Notepad++ doesn't find the accented characters with the "Find in files" function
-
Hello,
I’m French and there is a really nasty issue for many versions now. It’s impossible to properly use the “Find in Files” function for searching terms with accented characters anymore. The last working version was the 7.6.6 one. No accented character is recognized, so the search doesn’t find anything except if the files are already opened, which kills the very purpose of this function.There is not really a category for the tool bugs (just plugin ones), so please tell me if I don’t write my request in the good place.
-
Hello, @atelier-traduction and All,
I’m French too, but I’ve never seen that behavior, even with the last
7.8.7
N++ version !?Of course, my default ANSI code page is
Windows-1252
where most of the accentuated characters are in range[\xC0-\xFF]
And the Find in Files search of, for instance, the regex
[\xC0-\xFF]+
does get any range of consecutive accentuated char(s) !Best Regards,
guy038
Bonjour, @atelier-procduction et à Tous :
Je suis Français également et je n’ai jamais remarqué ce comportement, même avec la dernière version
7.8.7
!?Bien entendu, ma page de code
ANSI
, par défaut, estWindows-1252
, où la plupart des caractères accentués se trouvent dans la zone[\xC0-\xFF]
Et, par exemple, une recherche, avec Find in Files, de l’expression régulière
[\xC0-\xFF]+
trouvent bien tout zone de caractère(s) accentué(s) consécutif(s) !Bien cordialement,
guy038
-
-
@Atelier-Traduction said in Notepad++ doesn't find the accented characters with the "Find in files" function:
We can see the exact problem here
How does that show the problem?
I think there are going to be people that will really put in an extreme amount of effort to help you, but you’re going to have to give them more specifics to go on.
Oftentimes people experience an issue and feel that “everyone must see the same thing, it is so obvious” and that means (because it is so obvious) no details are needed. In truth, perhaps no one is seeing it besides the person (or 3) with the problem.
-
Ok, I’m on the 32-bit version of Notepad++ (64-bit version has the same problem) on Windows 10 64 bit (Windows 7 64-bit version has the same problem) and I’m using the default settings. And yeah, 3/3 users in the same case is pretty curious in my opinion, but maybe not for you, I suppose.
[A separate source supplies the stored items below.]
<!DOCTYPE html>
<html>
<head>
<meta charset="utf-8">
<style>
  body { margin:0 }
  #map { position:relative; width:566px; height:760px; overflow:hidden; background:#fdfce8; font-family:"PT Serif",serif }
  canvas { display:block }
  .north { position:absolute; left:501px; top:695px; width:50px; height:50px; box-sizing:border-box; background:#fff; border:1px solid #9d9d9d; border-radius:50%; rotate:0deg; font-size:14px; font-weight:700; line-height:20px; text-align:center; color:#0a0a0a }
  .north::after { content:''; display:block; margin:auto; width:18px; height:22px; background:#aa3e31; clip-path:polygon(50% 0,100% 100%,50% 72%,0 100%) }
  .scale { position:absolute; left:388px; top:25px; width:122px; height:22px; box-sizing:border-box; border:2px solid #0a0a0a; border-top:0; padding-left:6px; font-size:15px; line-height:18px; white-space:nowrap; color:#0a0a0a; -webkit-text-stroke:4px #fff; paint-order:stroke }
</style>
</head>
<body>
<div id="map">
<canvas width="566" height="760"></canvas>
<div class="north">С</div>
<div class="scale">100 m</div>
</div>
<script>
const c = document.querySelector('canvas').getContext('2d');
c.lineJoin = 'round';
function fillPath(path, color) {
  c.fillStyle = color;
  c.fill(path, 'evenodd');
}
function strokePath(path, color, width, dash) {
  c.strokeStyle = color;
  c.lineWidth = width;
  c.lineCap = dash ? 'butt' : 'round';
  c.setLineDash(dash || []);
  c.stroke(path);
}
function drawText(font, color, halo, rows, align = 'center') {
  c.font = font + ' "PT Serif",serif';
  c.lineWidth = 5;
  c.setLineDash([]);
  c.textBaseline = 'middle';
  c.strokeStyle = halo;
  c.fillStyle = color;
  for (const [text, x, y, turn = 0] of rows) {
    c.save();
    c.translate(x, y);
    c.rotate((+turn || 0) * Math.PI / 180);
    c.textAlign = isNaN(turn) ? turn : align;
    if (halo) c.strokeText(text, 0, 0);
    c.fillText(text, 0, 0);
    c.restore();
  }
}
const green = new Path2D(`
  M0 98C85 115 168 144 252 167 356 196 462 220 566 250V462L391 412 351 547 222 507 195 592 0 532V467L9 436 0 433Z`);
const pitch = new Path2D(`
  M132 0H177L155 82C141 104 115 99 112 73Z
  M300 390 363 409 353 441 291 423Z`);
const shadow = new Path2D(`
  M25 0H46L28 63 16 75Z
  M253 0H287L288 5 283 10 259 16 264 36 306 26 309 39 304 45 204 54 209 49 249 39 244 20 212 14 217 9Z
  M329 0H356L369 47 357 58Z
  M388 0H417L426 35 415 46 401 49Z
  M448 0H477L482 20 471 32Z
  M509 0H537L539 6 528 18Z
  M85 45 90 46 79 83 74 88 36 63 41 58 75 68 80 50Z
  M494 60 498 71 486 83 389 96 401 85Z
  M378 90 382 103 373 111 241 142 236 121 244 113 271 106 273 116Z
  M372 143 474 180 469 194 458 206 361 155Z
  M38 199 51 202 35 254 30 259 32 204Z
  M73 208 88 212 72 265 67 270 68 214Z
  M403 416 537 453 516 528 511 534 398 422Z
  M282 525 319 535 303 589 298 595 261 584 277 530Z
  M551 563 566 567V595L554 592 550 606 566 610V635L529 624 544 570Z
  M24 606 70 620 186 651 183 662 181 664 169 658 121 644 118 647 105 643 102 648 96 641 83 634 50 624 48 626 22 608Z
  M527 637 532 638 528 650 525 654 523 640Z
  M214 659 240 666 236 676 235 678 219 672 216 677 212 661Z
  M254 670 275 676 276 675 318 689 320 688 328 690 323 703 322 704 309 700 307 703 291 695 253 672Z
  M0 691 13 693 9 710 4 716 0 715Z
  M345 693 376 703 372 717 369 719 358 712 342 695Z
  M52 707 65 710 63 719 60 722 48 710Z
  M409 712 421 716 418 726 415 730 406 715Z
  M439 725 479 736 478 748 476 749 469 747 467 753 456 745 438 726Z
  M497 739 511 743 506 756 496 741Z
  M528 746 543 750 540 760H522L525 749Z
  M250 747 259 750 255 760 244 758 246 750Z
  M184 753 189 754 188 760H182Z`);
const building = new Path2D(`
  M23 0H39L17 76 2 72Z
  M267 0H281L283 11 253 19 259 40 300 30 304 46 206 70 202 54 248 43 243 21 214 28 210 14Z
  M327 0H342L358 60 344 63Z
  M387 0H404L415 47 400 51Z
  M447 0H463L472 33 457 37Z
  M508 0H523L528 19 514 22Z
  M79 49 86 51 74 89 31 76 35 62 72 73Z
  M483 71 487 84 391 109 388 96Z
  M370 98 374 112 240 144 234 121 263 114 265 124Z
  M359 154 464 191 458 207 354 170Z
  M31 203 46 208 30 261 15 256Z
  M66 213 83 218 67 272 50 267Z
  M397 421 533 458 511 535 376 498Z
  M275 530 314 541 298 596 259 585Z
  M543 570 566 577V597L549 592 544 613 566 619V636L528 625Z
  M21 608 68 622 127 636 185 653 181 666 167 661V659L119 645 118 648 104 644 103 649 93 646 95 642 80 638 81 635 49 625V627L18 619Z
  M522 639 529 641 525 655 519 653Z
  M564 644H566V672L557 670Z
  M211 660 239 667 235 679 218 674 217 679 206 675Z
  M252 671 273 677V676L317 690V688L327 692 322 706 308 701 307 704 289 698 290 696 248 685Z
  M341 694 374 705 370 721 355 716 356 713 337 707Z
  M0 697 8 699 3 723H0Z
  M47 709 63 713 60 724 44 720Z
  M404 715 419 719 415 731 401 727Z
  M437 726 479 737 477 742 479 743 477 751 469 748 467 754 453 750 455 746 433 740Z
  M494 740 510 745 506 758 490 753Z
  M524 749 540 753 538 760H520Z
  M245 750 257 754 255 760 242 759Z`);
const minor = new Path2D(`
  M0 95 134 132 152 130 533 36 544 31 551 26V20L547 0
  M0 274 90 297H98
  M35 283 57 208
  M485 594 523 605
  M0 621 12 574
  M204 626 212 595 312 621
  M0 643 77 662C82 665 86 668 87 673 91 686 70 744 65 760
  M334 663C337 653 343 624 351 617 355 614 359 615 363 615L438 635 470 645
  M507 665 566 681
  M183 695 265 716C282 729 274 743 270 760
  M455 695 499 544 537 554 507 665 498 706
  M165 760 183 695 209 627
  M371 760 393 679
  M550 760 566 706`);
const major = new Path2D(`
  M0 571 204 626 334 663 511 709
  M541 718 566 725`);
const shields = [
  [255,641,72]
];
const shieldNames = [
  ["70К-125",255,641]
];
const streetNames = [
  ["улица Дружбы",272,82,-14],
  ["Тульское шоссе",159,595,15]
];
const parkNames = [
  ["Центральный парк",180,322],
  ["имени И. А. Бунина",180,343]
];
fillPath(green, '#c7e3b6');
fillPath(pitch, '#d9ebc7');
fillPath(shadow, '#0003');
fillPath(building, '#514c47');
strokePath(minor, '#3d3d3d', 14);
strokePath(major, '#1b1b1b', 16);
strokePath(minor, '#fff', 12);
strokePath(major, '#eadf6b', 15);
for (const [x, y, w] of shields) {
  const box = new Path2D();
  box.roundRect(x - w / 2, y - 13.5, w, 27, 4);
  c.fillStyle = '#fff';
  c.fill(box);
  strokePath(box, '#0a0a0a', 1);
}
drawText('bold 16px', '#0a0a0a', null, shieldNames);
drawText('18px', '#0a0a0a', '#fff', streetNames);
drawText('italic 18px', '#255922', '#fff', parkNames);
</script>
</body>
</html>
I mentionned the last working version too (7.6.6). Everything is in its default state in the folders too with the default plugins.
Here’s how it shows the issue: If I search for “rétablissement” in “Find in Files” with any filter and the default settings once again, no “rétablissement” is recognized in any file not opened by Notepad++ because the ‘é’ character itself is not recognized. The image above shows a □ character instead of ‘é’ if I just search for the term “em”, it’s the proof the versions above 7.6.6 don’t recognize the accented characters, or the ASCII extended ones if you prefer.
And well, I found another very interesting fact. The bug occurs only if Notepad++ searches in not opened files which are encoded into ANSI. If it searches into UTF-8 (without BOM) not opened files with the proper UTF-8 encoding for the accented characters (so real UTF-8 and not ANSI), all the accented characters are recognized without any problem.
So, for me, the not opened files are recognized with the UTF-8 (without BOM) format and never in ANSI if there is not a BOM, that’s why Notepad++ can’t understand the encoding of these characters.
Of course, if you need more details, I will be glad to give you.
Else, I’m here to try to get in touch with the developper himself, because he doesn’t want to be bothered by mail for bug reports and there is not a appropriate category in here to send bug reports of the tool itself.
-
I don’t know about other readers, but the additional exposition definitely helped me understand more about it. Thank you.
I think @guy038 might be in the best position to help you explore this. Hopefully he continues to contribute to this thread.
Meanwhile, of interest might be THIS . Of course, you could be the author of that; I can’t tell from the usernames, but they are certainly dissimilar (means nothing, though).
I’m here to try to get in touch with the developer himself, because he doesn’t want to be bothered by mail for bug reports
Good luck with that. Many have tried. Many have failed. :-)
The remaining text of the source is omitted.